After exporting the same wave into a 16-bit int PCM wav file, it is possible to see the same values represented as int16:

$ od -s aud-square16.wav 
0000040                                               ...   32767   32767
0000060    -32768   32767  -32768   32767  -32768   32767  -32768   32767

Now Matlab R2017b. After loading the square wave from a 32-bit file, it's easy to display it:

>> [float_wave, fs] = audioread('aud-square32f.wav', 'native');
>> format shortEng;
>> disp(float_wave(1:8))

Then it's easy to export it into 16-bit again, and check how will it be represented:

>> audiowrite('mat-square16.wav', float_wave, fs, 'BitsPerSample', 16);

$ od -s mat-square16.wav
0000040                                               ...   32767   32767
0000060    -32768   32767  -32768   32767  -32768   32767  -32768   32767

OK, that means, Audacity and Matlab use the same range for int16 representation: from -32768 to 32767. What about Octave (v4.2.1)? The result of loading the floating point wave is the same, but what about the export into int16?

$ od -s oct-square16.wav
0000040                                               ...   32767   32767
0000060    -32767   32767  -32767   32767  -32767   32767  -32767   32767

Interesting—it turns out that Octave only uses the range from -32767 to 32767, for symmetry I suppose. It's even more interesting, that if we load a 16-bit wave file produced by Audacity or Matlab into Octave in 'native' mode, that is, without converting into float, Octave will "scale" it in order to avoid using the value of -32768:

octave:5> [mat_int16_wave, ~] = audioread('mat-square16.wav', 'native');
octave:6> disp(mat_int16_wave(1:8))

Personally, I find this quite odd, as I was considering the "native" loading mode to be transparent, but it's actually not.
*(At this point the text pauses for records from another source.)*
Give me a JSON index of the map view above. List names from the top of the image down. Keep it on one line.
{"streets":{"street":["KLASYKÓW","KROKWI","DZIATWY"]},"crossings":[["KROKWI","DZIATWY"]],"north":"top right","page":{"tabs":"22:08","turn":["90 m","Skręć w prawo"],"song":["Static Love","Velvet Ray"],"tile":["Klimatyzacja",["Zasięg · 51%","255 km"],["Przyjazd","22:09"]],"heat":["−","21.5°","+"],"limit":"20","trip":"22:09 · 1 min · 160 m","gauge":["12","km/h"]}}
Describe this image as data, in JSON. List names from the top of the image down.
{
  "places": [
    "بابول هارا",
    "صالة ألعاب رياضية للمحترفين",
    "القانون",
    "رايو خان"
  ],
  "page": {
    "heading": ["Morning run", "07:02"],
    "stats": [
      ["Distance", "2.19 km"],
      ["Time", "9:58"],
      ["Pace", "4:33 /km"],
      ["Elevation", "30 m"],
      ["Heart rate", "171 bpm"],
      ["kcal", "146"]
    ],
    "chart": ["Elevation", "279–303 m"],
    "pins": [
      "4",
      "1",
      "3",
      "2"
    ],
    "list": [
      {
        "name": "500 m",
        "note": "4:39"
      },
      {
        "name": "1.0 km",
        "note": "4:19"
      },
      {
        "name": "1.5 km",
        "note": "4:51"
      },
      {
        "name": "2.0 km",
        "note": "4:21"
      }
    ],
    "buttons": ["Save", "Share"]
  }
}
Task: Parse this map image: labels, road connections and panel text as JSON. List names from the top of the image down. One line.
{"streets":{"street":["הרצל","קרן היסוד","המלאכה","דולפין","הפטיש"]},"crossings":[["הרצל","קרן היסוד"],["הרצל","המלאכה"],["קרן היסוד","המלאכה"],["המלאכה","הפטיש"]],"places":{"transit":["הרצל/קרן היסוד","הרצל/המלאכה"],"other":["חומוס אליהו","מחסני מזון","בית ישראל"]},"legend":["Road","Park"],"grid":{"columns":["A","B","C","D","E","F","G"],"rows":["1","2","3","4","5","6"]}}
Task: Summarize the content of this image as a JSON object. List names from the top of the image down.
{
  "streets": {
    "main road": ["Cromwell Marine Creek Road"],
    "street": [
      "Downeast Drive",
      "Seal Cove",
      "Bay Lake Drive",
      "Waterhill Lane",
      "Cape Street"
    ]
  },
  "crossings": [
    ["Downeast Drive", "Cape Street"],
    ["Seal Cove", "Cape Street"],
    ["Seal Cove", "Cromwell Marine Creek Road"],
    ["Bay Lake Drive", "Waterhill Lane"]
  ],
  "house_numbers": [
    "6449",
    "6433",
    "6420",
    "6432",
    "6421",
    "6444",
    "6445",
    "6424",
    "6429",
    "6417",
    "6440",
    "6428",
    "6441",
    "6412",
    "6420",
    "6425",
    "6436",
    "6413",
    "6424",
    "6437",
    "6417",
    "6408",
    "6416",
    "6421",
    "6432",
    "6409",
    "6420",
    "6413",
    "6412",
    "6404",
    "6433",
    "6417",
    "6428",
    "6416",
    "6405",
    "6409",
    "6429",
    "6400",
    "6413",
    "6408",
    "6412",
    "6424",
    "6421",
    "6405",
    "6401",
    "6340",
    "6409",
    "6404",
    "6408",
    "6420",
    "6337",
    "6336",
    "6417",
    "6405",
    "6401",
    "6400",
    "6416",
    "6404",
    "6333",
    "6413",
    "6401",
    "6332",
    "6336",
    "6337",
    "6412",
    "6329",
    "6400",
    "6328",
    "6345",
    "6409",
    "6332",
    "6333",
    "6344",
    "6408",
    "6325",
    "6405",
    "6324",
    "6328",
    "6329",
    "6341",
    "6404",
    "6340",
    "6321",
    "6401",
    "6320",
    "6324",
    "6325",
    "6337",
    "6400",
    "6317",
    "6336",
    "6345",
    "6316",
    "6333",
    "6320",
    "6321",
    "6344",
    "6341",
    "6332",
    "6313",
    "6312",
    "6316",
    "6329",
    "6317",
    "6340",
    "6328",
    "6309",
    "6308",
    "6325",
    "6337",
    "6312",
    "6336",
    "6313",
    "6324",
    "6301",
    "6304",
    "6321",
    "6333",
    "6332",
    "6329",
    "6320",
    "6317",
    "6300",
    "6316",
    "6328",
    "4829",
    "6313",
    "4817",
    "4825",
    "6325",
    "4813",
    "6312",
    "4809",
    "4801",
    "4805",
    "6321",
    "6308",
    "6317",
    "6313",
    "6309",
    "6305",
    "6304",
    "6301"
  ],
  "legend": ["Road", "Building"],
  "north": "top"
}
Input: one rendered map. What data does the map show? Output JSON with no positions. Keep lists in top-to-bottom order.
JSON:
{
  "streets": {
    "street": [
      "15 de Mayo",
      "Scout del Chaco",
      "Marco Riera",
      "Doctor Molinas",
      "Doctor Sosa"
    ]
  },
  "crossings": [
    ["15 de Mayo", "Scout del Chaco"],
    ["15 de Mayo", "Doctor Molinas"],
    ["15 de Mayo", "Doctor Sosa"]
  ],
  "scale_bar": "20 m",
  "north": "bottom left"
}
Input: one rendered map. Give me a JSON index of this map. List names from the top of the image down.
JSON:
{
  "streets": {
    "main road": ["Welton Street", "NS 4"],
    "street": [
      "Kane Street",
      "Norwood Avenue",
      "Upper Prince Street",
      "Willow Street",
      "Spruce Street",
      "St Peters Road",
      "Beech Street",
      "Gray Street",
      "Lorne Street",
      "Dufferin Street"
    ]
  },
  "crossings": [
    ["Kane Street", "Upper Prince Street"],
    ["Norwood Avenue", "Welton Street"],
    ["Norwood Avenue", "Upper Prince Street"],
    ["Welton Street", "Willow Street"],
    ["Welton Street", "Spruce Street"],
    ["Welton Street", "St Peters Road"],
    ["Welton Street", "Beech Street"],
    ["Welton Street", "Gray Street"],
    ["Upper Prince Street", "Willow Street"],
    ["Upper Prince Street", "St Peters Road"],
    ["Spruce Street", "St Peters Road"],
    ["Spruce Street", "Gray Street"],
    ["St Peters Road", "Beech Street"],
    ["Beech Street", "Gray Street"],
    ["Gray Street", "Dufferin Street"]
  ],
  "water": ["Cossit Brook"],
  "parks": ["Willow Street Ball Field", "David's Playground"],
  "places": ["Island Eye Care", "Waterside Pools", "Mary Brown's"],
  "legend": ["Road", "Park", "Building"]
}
So, obviously, this discrepancy in the range of int16 used can be the source of difference when performing bitwise comparisons. Can there be another reason? Yes, and it's the way fractional values are rounded.

Rounding Rules

For float numbers used in calculations, there is a variety of rounding rules. I've made an experiment—created floating point wave files with series of steps, and converted them into int16 using Audacity, Matlab, and Octave. For the step, I used different values depending on what range the framework uses. Thus, 1 unit—"1u" in the table can be different for the positive and the negative range. The results are quite interesting:

   Float        Audacity   Matlab   Octave
  -1.0            -32768   -32768   -32767
  -1.0 + 0.25u    -32768   -32768   -32767
  -1.0 + 0.75u    -32767   -32768   -32766
  -1.0 + 1u       -32767   -32767   -32766
  -1.0 + 2u       -32766   -32766   -32765
   0.0 - 2u           -2       -2       -2
   0.0 - 1.75u        -2       -2       -2
   0.0 - 1.25u        -1       -2       -1
   0.0 - 1u           -1       -1       -1
   0.0 - 0.75u        -1       -1       -1
   0.0 - 0.25u         0       -1        0
   0.0                 0        0        0
   0.0 + 0.25u         0        0        0
   0.0 + 0.75u         1        0        1
   0.0 + 1u            1        1        1
   0.0 + 1.25u         1        1        1
   0.0 + 1.75u         2        1        2
   0.0 + 2u            2        2        2
   1.0 - 2u        32766    32765    32765
   1.0 - 1u        32767    32766    32766
   1.0 - 0.75u     32767    32767    32766
   1.0 - 0.25u     32767    32767    32767
   1.0             32767    32767    32767

It seems that all the frameworks use slightly different rounding rules. That's another reason why the wave looking the same in the floating point format will look differently when rendered into int16.


Never use 16-bit PCM for anything besides the final result for listening. And then also use dithering. For any comparisons, and for bitwise comparison, always use floats—they turn out to be less ambiguous, and retain consistent interpretation across different processing software packets.